# [Assignment]
Check every line of the entries for the string "Sedäntie" and return the ones that contain it.

Start of Material provided

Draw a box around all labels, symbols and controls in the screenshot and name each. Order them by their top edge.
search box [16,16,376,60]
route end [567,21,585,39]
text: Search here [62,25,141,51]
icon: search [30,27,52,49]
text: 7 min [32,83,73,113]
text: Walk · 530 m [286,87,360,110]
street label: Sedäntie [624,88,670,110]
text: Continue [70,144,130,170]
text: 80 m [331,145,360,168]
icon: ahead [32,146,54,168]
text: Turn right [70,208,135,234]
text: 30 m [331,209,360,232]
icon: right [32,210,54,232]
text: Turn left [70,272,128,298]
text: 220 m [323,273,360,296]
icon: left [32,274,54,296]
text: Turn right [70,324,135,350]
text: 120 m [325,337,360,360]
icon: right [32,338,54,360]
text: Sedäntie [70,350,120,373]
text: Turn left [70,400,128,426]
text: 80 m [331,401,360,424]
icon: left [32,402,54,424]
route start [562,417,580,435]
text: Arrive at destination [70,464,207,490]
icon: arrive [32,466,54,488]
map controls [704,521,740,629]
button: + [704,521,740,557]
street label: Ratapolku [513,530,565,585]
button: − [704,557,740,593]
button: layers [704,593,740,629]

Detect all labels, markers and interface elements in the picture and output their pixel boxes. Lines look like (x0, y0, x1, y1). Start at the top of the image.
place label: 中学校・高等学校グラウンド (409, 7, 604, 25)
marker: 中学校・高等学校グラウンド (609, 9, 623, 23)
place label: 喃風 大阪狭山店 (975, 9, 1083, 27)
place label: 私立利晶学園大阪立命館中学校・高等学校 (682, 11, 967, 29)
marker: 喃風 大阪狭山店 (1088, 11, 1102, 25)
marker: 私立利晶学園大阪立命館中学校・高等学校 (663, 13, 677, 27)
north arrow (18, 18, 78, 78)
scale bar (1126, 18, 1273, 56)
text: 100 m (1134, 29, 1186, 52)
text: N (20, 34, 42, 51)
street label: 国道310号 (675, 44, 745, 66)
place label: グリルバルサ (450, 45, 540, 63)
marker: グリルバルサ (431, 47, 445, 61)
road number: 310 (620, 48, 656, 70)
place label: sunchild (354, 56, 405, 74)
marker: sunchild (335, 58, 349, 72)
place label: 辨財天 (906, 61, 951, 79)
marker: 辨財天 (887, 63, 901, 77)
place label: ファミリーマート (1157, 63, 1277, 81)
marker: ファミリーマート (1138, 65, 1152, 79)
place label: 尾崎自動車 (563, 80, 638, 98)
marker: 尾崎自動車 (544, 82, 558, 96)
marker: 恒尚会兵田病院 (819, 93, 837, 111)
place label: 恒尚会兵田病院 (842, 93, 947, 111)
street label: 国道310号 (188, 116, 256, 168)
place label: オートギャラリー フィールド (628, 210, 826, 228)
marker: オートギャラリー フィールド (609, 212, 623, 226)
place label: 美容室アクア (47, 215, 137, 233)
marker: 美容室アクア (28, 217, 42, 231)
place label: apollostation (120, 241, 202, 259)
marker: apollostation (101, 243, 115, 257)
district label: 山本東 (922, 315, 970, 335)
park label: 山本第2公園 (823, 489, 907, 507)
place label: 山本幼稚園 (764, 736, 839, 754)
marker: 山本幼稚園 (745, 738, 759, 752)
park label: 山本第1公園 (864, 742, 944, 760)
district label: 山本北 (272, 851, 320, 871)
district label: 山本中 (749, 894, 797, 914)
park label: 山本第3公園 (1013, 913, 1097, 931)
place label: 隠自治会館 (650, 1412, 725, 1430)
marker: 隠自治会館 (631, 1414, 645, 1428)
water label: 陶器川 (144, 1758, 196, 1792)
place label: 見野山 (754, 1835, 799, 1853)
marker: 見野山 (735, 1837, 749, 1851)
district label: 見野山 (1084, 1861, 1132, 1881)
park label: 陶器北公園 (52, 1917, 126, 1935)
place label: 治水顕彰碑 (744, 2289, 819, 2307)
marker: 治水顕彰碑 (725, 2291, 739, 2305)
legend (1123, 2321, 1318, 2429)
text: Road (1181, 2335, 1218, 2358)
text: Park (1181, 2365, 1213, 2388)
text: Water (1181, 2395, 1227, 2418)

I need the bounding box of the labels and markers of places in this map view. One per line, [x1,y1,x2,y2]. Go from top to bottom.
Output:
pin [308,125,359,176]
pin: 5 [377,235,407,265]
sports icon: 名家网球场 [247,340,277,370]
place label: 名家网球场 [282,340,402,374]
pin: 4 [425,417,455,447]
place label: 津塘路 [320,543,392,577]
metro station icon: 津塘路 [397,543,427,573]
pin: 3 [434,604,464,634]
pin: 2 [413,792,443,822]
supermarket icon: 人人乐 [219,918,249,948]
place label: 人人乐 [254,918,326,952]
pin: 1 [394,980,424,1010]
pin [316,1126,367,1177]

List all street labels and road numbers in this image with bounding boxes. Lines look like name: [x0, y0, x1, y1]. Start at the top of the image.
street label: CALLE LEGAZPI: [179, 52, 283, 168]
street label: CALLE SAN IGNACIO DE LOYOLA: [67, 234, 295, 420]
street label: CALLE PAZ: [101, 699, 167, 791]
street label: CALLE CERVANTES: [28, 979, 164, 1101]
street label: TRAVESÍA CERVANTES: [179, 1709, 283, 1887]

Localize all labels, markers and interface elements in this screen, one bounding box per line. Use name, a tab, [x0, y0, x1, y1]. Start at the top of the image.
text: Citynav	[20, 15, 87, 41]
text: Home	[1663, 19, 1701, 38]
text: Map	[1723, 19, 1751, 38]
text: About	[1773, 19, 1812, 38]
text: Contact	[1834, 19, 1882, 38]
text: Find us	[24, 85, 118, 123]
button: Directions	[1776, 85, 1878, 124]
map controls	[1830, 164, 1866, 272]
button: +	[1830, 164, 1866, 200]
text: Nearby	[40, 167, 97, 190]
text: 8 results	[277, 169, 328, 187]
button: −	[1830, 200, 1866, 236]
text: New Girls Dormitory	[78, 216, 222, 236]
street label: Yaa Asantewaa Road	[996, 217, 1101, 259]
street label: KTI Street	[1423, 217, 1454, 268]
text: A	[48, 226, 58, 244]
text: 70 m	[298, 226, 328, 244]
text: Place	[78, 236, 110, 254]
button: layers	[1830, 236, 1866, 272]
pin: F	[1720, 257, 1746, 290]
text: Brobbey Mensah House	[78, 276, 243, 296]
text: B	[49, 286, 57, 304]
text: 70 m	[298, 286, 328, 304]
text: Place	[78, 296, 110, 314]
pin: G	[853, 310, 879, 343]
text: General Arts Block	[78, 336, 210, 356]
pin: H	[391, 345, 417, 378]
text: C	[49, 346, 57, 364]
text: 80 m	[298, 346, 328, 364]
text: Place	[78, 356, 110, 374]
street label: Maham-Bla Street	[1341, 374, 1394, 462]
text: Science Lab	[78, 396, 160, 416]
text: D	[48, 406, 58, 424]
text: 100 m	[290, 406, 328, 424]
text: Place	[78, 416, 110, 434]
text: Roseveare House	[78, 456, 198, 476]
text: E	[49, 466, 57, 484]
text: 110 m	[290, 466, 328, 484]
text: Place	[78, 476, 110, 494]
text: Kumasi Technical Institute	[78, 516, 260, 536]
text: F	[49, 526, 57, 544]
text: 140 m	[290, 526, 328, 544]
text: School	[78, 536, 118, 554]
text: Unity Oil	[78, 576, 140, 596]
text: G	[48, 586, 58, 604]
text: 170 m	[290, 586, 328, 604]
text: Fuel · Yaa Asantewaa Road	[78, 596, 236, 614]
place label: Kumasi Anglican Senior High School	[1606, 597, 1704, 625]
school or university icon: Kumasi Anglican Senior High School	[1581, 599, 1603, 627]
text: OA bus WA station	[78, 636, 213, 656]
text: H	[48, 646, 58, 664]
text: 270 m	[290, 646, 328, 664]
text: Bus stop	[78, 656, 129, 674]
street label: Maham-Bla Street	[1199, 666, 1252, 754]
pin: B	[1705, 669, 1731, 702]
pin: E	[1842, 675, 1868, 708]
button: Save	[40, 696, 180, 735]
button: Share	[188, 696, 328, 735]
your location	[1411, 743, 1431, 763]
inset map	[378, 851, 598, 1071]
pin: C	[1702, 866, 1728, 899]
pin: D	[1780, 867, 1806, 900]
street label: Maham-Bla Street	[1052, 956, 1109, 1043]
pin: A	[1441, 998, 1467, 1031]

End of Material provided

# [Solution for this exercise]
street label: Sedäntie [624,88,670,110]
text: Sedäntie [70,350,120,373]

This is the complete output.